Your task is to quote the records from their first line through the line containing "context.font = font", with nothing added or left out.

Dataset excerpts
....

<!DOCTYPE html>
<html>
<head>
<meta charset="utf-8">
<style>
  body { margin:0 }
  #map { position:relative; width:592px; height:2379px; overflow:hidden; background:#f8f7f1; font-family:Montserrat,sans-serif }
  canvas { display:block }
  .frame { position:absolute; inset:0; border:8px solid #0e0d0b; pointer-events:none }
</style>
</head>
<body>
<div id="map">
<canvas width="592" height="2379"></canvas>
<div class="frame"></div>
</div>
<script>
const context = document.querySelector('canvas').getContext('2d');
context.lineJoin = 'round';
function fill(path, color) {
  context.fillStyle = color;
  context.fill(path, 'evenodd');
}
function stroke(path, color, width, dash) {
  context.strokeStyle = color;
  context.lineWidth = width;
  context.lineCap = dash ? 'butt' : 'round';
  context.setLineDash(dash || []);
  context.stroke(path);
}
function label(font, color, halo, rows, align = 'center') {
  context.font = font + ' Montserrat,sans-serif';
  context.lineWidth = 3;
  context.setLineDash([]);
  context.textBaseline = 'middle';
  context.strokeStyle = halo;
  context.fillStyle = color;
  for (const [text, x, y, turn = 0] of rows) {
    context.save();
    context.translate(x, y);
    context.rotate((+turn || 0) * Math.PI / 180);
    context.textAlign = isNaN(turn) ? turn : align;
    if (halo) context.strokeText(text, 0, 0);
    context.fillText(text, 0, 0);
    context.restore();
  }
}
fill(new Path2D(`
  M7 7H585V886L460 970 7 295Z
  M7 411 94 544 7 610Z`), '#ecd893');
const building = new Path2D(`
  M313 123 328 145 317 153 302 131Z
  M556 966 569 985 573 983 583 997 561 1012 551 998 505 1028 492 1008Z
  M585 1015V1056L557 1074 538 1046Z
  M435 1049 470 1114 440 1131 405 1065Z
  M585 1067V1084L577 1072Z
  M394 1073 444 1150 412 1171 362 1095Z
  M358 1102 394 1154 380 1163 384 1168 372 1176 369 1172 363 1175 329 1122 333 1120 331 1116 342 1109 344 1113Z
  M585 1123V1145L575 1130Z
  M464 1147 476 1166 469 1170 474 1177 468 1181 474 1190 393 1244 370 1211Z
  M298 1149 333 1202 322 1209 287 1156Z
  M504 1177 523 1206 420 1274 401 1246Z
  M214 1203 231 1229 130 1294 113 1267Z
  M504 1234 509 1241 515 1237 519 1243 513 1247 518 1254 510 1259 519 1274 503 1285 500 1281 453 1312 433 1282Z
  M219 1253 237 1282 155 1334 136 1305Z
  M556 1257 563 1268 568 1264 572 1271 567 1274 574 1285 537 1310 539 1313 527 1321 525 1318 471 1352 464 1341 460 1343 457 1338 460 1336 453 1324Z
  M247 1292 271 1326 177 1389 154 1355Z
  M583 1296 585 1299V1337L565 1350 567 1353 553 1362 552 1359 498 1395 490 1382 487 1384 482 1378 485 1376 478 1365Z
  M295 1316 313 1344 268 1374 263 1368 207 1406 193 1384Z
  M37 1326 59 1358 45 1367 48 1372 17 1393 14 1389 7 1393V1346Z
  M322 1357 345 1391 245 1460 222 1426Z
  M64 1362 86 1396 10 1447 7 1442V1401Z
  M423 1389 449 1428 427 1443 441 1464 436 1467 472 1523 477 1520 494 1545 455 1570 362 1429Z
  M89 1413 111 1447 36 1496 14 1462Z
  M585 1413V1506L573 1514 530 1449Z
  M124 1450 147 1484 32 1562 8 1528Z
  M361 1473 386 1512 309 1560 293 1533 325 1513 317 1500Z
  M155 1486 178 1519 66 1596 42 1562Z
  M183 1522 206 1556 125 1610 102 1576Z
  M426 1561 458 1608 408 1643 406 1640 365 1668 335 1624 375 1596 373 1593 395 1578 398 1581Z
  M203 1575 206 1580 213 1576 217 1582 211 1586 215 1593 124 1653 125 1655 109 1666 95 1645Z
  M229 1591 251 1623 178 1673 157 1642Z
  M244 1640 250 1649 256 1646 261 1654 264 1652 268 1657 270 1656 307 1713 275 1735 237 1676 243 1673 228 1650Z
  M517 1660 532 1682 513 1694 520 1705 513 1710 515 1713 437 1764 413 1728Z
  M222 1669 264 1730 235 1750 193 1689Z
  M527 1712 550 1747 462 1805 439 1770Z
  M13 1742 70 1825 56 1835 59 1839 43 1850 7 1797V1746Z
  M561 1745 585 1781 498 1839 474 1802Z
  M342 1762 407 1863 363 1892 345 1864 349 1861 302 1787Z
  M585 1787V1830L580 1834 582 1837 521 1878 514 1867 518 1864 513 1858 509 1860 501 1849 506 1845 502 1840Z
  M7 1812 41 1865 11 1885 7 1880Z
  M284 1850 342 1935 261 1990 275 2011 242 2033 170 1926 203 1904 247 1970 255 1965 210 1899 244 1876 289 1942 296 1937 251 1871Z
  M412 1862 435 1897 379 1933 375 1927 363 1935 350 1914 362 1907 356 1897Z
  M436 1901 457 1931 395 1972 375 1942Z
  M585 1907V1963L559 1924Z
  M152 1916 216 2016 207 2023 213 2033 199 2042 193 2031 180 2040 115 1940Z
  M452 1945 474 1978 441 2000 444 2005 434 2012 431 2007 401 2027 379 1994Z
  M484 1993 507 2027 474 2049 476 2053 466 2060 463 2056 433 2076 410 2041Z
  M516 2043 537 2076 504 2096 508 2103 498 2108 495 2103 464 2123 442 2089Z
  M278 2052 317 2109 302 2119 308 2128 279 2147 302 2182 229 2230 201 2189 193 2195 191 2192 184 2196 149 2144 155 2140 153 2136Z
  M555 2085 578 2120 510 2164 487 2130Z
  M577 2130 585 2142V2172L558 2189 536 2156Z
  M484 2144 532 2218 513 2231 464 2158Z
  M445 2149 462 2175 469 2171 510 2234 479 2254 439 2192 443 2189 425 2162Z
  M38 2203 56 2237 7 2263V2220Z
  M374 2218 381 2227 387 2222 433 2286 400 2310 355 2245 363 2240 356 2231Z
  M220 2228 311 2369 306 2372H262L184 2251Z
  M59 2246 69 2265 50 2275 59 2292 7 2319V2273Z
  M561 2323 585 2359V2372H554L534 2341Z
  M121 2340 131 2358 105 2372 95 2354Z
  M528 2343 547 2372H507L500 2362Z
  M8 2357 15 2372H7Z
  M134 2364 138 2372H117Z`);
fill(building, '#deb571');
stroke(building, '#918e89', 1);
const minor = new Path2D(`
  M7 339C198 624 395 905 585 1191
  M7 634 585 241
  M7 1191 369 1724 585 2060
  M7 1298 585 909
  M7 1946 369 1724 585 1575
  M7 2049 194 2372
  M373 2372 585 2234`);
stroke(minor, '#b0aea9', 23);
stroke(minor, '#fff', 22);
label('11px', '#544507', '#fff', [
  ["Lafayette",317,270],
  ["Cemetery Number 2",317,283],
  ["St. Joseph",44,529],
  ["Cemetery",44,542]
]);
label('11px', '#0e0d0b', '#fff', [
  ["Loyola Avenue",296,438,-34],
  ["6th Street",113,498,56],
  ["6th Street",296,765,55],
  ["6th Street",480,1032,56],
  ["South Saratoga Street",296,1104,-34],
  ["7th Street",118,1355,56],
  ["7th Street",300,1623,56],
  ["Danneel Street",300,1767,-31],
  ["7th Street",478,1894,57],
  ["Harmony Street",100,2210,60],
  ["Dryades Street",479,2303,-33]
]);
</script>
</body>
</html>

....

*Output of the task*
<!DOCTYPE html>
<html>
<head>
<meta charset="utf-8">
<style>
  body { margin:0 }
  #map { position:relative; width:592px; height:2379px; overflow:hidden; background:#f8f7f1; font-family:Montserrat,sans-serif }
  canvas { display:block }
  .frame { position:absolute; inset:0; border:8px solid #0e0d0b; pointer-events:none }
</style>
</head>
<body>
<div id="map">
<canvas width="592" height="2379"></canvas>
<div class="frame"></div>
</div>
<script>
const context = document.querySelector('canvas').getContext('2d');
context.lineJoin = 'round';
function fill(path, color) {
  context.fillStyle = color;
  context.fill(path, 'evenodd');
}
function stroke(path, color, width, dash) {
  context.strokeStyle = color;
  context.lineWidth = width;
  context.lineCap = dash ? 'butt' : 'round';
  context.setLineDash(dash || []);
  context.stroke(path);
}
function label(font, color, halo, rows, align = 'center') {
  context.font = font + ' Montserrat,sans-serif';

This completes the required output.